─── INPUT DATA

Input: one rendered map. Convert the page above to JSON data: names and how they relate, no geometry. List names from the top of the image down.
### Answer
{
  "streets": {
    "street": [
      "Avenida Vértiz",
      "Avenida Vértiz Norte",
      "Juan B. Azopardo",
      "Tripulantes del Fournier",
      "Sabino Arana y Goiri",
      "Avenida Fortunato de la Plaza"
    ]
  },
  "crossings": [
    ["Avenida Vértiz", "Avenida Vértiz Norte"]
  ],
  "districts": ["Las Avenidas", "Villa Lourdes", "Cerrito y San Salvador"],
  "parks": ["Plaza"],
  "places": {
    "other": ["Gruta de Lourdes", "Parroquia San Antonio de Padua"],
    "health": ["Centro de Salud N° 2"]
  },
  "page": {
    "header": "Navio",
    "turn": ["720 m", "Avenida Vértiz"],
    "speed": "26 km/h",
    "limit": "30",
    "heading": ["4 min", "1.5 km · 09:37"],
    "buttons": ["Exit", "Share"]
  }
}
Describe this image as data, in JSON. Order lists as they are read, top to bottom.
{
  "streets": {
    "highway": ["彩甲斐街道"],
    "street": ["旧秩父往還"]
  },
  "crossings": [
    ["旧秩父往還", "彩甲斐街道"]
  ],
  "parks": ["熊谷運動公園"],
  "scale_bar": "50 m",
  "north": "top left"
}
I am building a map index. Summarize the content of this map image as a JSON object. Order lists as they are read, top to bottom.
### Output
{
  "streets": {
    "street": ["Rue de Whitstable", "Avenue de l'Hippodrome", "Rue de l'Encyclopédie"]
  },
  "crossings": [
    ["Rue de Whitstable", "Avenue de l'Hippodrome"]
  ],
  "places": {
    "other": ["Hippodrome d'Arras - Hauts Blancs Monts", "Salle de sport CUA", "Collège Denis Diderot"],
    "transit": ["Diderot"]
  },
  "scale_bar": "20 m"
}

──────

#### TASK GOAL:
Repeat each entry above, matching every line exactly.

#### ANSWER BOX:
Input: one rendered map. Convert the page above to JSON data: names and how they relate, no geometry. List names from the top of the image down.
### Answer
{
  "streets": {
    "street": [
      "Avenida Vértiz",
      "Avenida Vértiz Norte",
      "Juan B. Azopardo",
      "Tripulantes del Fournier",
      "Sabino Arana y Goiri",
      "Avenida Fortunato de la Plaza"
    ]
  },
  "crossings": [
    ["Avenida Vértiz", "Avenida Vértiz Norte"]
  ],
  "districts": ["Las Avenidas", "Villa Lourdes", "Cerrito y San Salvador"],
  "parks": ["Plaza"],
  "places": {
    "other": ["Gruta de Lourdes", "Parroquia San Antonio de Padua"],
    "health": ["Centro de Salud N° 2"]
  },
  "page": {
    "header": "Navio",
    "turn": ["720 m", "Avenida Vértiz"],
    "speed": "26 km/h",
    "limit": "30",
    "heading": ["4 min", "1.5 km · 09:37"],
    "buttons": ["Exit", "Share"]
  }
}
Describe this image as data, in JSON. Order lists as they are read, top to bottom.
{
  "streets": {
    "highway": ["彩甲斐街道"],
    "street": ["旧秩父往還"]
  },
  "crossings": [
    ["旧秩父往還", "彩甲斐街道"]
  ],
  "parks": ["熊谷運動公園"],
  "scale_bar": "50 m",
  "north": "top left"
}
I am building a map index. Summarize the content of this map image as a JSON object. Order lists as they are read, top to bottom.
### Output
{
  "streets": {
    "street": ["Rue de Whitstable", "Avenue de l'Hippodrome", "Rue de l'Encyclopédie"]
  },
  "crossings": [
    ["Rue de Whitstable", "Avenue de l'Hippodrome"]
  ],
  "places": {
    "other": ["Hippodrome d'Arras - Hauts Blancs Monts", "Salle de sport CUA", "Collège Denis Diderot"],
    "transit": ["Diderot"]
  },
  "scale_bar": "20 m"
}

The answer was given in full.